The remarks were made by Sydney obstetrician Dr Hans Peter Dietz and published by SBS News on Thursday.
Dr Dietz made a series of comments about women in an email chain to ASMOF (NSW) councillors in November 2018, including saying that the medical workforce is "increasing vulnerable - because it’s increasingly female and not exactly prepared for adversity because school and uni are ‘safe spaces' [sic]".
“Suicides are one result. Inability to cope with everyday nastiness is another,” he added.
The comments have since ignited debate in the profession about gender bias and discrimination.
Professor Hans Peter Dietz. Source: AIUMultrasoundYouTube
The union, which said it has already cautioned Dr Dietz and passed a motion of the council rejecting the views, told SBS News on Tuesday it has sought legal advice and will commence an "investigation process with an external and independent investigator who has experience in sex discrimination law".
'Outdated discriminatory views'
Dr Dietz's comments were emailed to about 35 people in response to a last year about troubling results from a junior doctors survey on workplace culture.
The Network of Women in Emergency Medicine (NoWEM) - a community of emergency physicians committed to promoting equality and diversity in the profession - submitted an open letter to the union on Monday in response to Dr Dietz's remarks with 200 cross-disciplinary signatures.
The letter says NoWEM does not believe Dr Dietz is "a fit candidate to lead or represent the medical community" and requested for his removal from the union's council.
Since submitting the letter, NoWEM has received more signatures.
In a statement provided to SBS News, NoWEM's founders said the purpose of the open letter was to show the broader medical community does not condone "outdated discriminatory views".
"The suggestion that women create a more vulnerable workforce is harmful," the founders said.
"Women should not have to prove themselves as equal, however, this is frequently required.
"A member of a union leadership committee suggesting that women are a disadvantage to the workforce is both offensive and unrepresentative of hard data and modern perspective."
Inequity in medicine
Speaking to SBS News, the president of the Royal Australian and New Zealand College of Obstetricians and Gynaecologists (RANZCOG) Dr Vijay Roach, who swiftly moved to refute Dr Dietz's comments via Twitter last week, said he believed the comments were misdirected and unhelpful.
"This kind of discourse, I think, sets the cause back because it distracts us and it distresses people and it misses the entire point of what we need to do be doing," he said.
"We need to be looking at the systemic issues that have impacted women and that's not just in our profession but pretty much in any profession.
“Victim-blaming, or even the perception of victim-blaming, is not helpful.”

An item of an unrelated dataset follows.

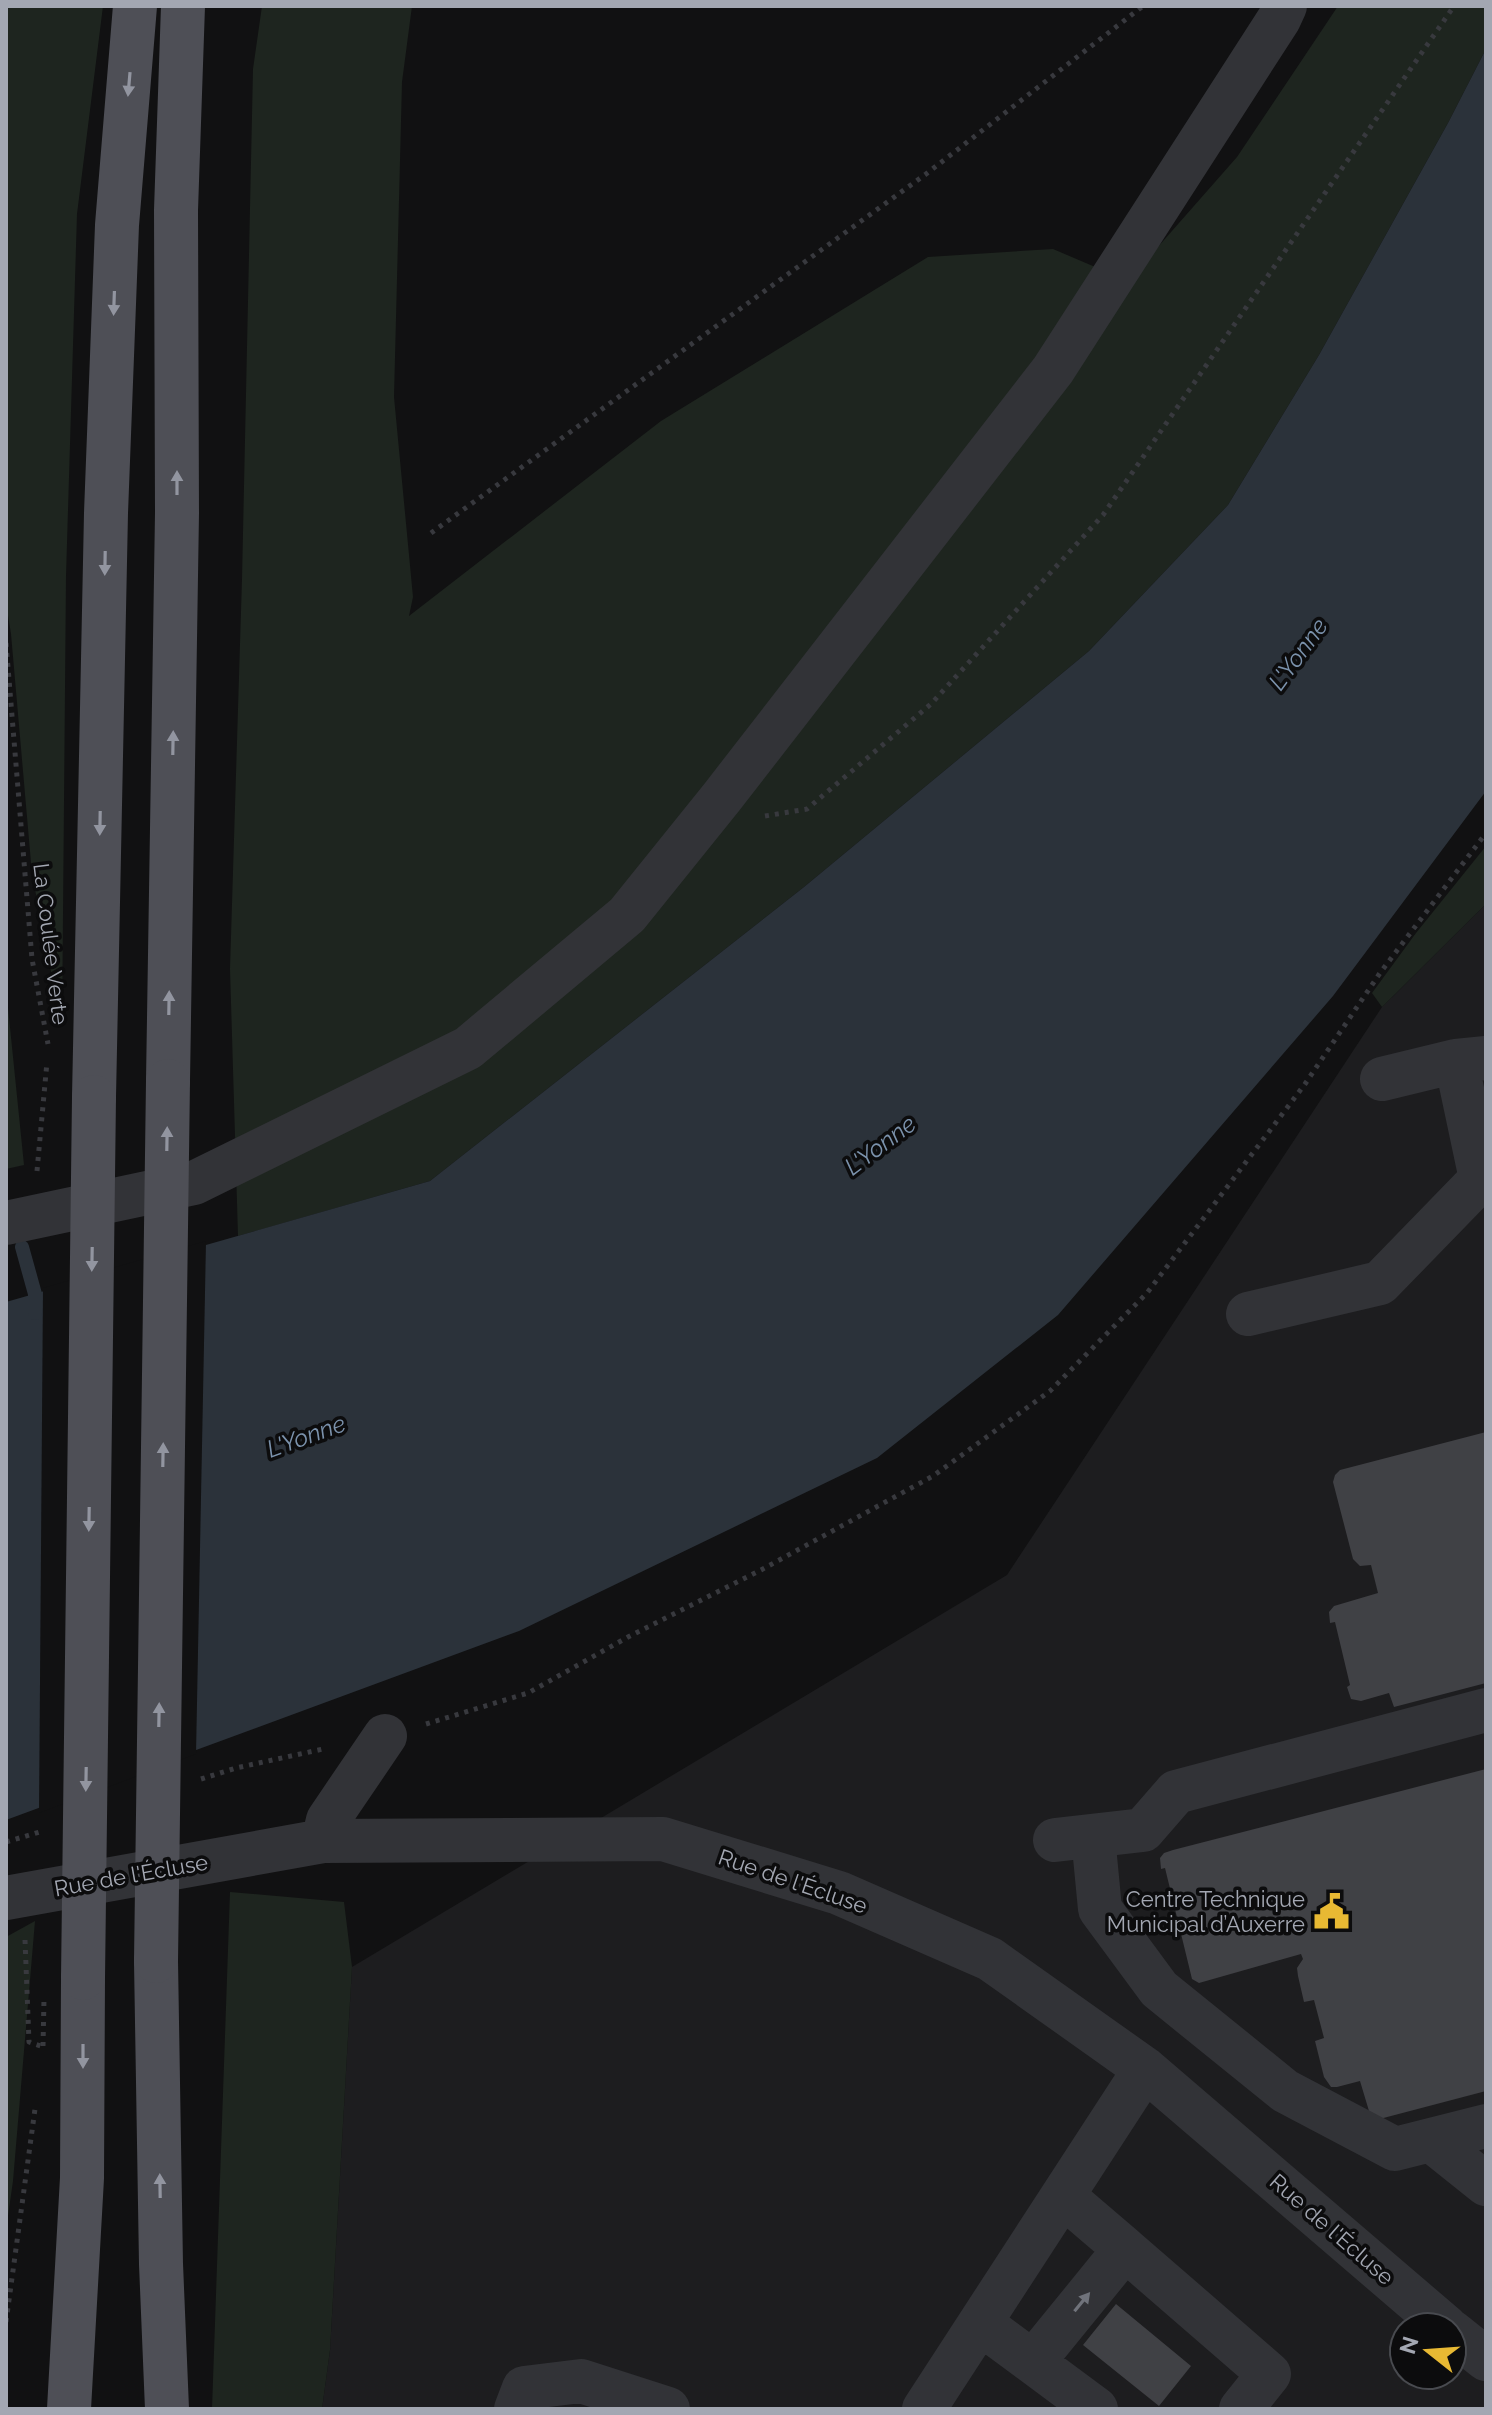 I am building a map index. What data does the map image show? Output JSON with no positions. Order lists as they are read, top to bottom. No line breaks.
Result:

In October, RANZCOG, the peak body for women's health, took steps to tackle male dominance in leadership positions within the college by releasing a series of targets designed to boost female representation at the highest levels.

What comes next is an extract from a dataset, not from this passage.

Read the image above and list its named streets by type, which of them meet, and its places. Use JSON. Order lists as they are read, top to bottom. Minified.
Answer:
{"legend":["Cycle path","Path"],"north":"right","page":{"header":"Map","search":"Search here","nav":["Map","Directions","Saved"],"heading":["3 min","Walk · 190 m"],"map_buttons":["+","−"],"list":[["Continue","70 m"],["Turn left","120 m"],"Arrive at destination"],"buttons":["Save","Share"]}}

Its report acknowledged bias exists and it has disadvantaged women and minority groups.
Dr Dietz has not responded to a further request for comment from SBS News.
Under the ASMOF (NSW) constitution and rules, a councillor can be removed if a resolution is passed at a council meeting.
It requires a two-thirds majority vote and the councillor would need to have been deemed to have either substantially breached the rules, engaged in gross misbehaviour or engaged in gross neglect of duty.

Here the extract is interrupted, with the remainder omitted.